Discussing previous holdings and the relevant portions of § 484.010, the Court held that “law business” is “the drawing or procuring of or assisting in the drawing for valuable consideration of any paper, legal document or instrument affecting or relating to secular rights.” Because Hargis did not allege that JLB actually prepared the documents at issue, the question of whether it engaged in the practice of law turned on whether its actions could be considered “procuring” legal documents. It held that “procurement requires active involvement in the obtaining of some object, person or purpose,” and, “involves acting to bring about or contriving to cause an effect.” Procurement thus “involves more than passively gathering or obtaining information, data or documents from third parties.”
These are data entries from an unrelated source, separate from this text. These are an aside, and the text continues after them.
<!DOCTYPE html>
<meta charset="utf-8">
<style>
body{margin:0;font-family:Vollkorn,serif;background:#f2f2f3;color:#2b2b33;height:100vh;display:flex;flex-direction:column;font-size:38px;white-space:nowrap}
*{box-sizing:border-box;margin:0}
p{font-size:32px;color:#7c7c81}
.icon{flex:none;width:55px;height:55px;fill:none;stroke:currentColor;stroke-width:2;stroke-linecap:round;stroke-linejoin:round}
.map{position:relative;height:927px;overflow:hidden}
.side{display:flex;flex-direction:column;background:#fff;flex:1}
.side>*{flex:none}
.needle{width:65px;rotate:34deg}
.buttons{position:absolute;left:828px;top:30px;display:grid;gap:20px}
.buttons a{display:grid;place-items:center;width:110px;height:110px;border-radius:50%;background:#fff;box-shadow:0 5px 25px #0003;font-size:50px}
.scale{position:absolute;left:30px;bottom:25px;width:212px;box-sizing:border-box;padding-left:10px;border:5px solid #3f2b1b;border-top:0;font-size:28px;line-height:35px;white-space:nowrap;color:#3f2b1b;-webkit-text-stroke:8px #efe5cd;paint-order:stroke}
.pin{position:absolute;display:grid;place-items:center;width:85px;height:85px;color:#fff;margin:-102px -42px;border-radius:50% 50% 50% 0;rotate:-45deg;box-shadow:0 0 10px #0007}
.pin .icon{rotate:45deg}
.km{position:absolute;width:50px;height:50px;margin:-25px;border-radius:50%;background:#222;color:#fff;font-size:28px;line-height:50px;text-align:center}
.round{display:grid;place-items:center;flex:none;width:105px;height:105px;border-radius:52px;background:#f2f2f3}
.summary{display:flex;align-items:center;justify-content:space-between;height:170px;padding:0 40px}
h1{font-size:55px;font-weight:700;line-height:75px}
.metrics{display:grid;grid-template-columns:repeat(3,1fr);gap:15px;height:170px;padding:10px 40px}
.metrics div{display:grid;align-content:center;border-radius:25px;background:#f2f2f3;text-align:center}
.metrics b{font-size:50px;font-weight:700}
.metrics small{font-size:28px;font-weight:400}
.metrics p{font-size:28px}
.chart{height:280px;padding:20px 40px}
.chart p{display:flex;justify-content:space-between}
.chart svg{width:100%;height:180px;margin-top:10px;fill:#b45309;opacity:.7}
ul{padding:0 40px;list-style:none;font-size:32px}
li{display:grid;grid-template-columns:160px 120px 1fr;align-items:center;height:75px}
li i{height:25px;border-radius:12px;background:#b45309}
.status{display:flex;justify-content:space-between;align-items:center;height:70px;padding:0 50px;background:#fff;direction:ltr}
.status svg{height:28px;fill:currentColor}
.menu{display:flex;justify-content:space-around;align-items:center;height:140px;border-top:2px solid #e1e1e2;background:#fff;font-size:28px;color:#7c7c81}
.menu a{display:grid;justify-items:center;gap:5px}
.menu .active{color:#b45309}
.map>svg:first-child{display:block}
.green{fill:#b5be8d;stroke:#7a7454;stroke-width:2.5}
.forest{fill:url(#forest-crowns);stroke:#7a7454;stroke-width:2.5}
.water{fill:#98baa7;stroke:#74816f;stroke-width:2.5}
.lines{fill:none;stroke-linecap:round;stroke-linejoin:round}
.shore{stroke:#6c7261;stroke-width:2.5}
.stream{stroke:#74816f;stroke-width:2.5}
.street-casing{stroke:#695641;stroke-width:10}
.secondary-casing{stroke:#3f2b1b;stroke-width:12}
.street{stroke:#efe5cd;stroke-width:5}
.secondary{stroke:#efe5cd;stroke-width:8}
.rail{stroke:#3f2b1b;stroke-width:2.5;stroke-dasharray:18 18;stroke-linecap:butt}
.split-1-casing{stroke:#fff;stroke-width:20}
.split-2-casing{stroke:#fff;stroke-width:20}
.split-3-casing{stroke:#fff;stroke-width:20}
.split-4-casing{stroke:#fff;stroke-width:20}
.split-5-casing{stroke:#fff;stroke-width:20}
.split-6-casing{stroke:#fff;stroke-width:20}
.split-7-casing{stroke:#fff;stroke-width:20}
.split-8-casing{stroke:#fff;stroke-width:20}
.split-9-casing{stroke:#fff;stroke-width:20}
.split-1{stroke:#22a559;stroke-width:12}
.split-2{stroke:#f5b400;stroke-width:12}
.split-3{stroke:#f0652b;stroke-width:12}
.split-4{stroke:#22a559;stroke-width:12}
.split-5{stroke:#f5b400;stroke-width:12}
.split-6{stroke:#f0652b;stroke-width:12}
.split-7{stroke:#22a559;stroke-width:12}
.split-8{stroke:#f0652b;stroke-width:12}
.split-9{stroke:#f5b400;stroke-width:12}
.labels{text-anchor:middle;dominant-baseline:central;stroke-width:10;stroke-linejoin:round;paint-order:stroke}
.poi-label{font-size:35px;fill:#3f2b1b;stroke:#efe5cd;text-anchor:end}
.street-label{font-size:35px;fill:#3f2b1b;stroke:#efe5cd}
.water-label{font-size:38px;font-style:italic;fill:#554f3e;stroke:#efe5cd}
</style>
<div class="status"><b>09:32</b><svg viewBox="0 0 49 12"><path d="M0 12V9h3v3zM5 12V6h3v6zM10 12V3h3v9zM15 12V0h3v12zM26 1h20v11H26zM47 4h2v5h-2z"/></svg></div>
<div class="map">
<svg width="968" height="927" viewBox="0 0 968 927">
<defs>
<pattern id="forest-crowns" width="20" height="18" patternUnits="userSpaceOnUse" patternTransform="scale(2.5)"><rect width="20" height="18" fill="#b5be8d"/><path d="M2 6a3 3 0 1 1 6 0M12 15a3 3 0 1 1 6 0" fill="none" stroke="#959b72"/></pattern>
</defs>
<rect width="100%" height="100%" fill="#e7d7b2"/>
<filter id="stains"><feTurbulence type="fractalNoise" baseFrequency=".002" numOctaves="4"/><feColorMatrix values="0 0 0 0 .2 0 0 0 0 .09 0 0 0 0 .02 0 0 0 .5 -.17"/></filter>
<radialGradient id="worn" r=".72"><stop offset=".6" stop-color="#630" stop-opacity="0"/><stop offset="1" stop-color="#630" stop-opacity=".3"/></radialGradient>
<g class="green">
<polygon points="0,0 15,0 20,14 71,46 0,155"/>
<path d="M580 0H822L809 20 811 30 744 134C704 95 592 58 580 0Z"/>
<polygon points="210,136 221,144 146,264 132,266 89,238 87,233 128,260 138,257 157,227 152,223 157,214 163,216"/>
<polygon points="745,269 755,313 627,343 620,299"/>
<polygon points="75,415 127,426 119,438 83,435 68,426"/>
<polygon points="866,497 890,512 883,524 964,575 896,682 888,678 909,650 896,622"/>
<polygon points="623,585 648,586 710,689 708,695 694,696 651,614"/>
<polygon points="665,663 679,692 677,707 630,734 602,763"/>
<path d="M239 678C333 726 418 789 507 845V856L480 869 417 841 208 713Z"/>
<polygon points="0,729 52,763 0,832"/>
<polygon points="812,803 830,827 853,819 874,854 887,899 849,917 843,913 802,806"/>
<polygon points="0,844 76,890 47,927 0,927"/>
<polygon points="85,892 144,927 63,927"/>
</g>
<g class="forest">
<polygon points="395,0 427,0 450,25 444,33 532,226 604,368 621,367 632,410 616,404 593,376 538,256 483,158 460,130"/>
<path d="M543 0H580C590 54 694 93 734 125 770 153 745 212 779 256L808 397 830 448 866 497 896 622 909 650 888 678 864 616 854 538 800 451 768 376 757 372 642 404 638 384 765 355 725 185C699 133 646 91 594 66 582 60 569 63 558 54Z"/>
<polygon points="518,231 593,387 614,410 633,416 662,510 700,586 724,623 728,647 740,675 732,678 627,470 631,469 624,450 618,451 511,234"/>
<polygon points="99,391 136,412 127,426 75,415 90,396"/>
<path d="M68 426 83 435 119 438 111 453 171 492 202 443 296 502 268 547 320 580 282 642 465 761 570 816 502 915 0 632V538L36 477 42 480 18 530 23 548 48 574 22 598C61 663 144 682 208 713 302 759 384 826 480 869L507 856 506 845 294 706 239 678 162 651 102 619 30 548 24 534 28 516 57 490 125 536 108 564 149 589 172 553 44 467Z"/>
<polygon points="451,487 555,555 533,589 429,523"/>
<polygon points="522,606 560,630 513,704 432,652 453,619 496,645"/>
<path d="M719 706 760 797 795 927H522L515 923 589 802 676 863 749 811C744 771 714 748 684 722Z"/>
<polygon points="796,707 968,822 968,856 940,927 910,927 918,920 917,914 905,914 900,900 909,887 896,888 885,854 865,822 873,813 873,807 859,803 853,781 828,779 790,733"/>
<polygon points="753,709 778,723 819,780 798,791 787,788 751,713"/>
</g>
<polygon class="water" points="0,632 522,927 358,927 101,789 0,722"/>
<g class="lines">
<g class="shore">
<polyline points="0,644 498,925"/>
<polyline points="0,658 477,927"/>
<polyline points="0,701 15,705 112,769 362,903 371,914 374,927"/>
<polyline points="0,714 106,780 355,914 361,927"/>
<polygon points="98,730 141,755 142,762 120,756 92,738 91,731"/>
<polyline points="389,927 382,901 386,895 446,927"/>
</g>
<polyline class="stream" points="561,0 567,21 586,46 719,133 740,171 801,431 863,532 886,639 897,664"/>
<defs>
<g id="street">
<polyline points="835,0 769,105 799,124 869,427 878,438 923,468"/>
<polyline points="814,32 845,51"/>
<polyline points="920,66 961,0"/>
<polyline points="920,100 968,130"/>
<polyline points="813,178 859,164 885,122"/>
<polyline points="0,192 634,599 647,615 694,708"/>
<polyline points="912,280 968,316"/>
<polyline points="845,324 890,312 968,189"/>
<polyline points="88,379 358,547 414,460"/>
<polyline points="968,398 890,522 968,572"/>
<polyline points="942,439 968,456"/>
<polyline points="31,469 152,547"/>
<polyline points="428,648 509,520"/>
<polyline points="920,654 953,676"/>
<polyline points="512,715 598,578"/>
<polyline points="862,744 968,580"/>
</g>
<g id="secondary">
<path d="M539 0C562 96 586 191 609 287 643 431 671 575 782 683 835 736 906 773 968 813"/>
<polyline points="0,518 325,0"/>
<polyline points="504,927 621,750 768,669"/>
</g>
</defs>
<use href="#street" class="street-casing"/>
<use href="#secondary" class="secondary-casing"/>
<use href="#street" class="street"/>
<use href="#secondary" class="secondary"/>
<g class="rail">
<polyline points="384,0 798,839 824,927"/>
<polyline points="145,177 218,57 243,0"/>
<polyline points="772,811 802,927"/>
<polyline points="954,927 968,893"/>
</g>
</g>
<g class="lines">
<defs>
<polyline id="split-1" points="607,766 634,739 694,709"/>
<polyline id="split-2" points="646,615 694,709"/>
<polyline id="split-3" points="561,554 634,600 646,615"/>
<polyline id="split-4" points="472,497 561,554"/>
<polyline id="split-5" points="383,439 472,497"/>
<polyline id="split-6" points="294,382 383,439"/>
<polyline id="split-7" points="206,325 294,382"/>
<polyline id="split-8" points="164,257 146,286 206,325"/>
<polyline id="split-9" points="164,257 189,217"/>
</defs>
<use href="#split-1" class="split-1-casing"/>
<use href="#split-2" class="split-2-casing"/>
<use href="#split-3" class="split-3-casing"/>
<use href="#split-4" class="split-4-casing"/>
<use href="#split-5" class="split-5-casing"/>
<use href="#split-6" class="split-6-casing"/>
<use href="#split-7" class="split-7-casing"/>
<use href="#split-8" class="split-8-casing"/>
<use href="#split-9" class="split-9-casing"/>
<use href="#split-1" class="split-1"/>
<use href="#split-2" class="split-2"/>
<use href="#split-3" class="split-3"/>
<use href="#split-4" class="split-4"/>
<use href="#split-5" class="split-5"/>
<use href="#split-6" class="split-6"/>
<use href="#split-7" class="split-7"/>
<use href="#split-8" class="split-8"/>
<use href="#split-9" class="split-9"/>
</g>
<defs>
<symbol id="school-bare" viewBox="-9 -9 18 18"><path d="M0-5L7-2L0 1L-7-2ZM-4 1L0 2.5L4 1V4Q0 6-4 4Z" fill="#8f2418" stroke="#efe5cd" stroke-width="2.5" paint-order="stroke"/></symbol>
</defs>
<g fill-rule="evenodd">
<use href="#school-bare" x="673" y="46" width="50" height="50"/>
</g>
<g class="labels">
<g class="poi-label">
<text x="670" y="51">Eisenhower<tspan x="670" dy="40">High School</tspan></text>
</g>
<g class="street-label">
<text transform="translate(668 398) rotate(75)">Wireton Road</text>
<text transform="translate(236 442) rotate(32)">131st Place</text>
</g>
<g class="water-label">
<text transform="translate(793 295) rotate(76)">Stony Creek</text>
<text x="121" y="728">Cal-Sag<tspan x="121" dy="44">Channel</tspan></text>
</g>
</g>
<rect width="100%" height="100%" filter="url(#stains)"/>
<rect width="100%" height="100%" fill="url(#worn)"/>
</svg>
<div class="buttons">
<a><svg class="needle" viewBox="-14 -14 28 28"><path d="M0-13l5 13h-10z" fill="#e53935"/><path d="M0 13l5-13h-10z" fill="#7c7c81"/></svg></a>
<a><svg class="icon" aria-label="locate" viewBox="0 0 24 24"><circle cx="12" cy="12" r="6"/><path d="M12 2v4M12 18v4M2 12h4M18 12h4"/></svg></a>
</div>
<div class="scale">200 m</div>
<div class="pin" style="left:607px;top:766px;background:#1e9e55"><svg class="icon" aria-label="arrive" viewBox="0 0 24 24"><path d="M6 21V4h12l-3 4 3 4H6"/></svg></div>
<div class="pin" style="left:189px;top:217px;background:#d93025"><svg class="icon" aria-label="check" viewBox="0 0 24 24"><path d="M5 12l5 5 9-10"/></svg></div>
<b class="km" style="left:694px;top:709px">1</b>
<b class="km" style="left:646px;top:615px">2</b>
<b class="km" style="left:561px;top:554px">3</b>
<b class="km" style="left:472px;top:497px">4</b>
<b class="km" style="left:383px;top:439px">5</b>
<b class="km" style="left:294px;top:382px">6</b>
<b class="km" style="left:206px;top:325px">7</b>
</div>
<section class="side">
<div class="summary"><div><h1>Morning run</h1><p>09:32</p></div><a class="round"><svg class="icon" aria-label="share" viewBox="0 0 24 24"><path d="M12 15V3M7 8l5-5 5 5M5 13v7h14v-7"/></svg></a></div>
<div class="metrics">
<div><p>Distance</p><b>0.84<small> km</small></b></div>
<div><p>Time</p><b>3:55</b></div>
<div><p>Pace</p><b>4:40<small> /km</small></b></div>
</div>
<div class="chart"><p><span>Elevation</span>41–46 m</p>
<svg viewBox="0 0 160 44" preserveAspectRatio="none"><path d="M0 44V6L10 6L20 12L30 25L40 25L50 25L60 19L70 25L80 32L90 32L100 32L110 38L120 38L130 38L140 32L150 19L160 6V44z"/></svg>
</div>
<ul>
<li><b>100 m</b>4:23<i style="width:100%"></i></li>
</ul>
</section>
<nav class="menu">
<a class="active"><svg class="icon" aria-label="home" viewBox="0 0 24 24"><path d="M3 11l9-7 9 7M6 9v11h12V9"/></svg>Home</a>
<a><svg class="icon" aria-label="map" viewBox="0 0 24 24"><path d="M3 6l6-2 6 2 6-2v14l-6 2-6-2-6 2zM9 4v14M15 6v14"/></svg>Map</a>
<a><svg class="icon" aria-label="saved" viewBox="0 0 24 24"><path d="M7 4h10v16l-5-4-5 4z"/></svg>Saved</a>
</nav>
Applying this definition, the Court held JLB did not engage in the practice of law when it gathered copies of previously prepared financial documents relating to Hargis’ prior loans, mortgages, employment and credit history. Further, although it found that promissory notes, mortgages and deeds of trust are legal documents, it held that JLB did not engage in the practice of law with respect to these documents because it merely forwarded to third parties the financial information necessary to prepare them. Because the record did not show that JLB collected a fee for the preparation of these documents or paid a third party to draft or assist in drafting documents (thus creating an agency relationship), the Court found JLB did not engage in the unauthorized practice of law with respect to the preparation of the note, mortgage, or deed of trust. Finally, the Court held that JLB did not engage in the practice of law when it assisted Hargis in preparing her loan application and financial disclosure documents because “unlike a note, deed of trust or mortgage, these applications and disclosure forms are primarily financial – not legal – documents[.]” 

The Court reversed the grant of summary judgment on Count III, however, because JLB failed to establish in its summary judgment motion the facts necessary to negate the elements an unjust enrichment claim; and remanded the case for further proceedings.

Partial dissent:
Judge Teitelman dissented from the affirmance of summary judgment on Counts I and II, which Judge Breckenridge joined. The dissent would have held that the record supported an inference that JLB actively guided Hargis in obtaining particular documents and information; and thus would have held that the record did not conclusively establish that JLB had not “procured” such documents for Hargis. The dissent also took issue with the majority’s conclusion that JLB did not pay third parties for preparing the legal documents at issue; believing it highly unlikely that JLB “simply absorbs the costs” these third parties charged when preparing Hargis’ documents.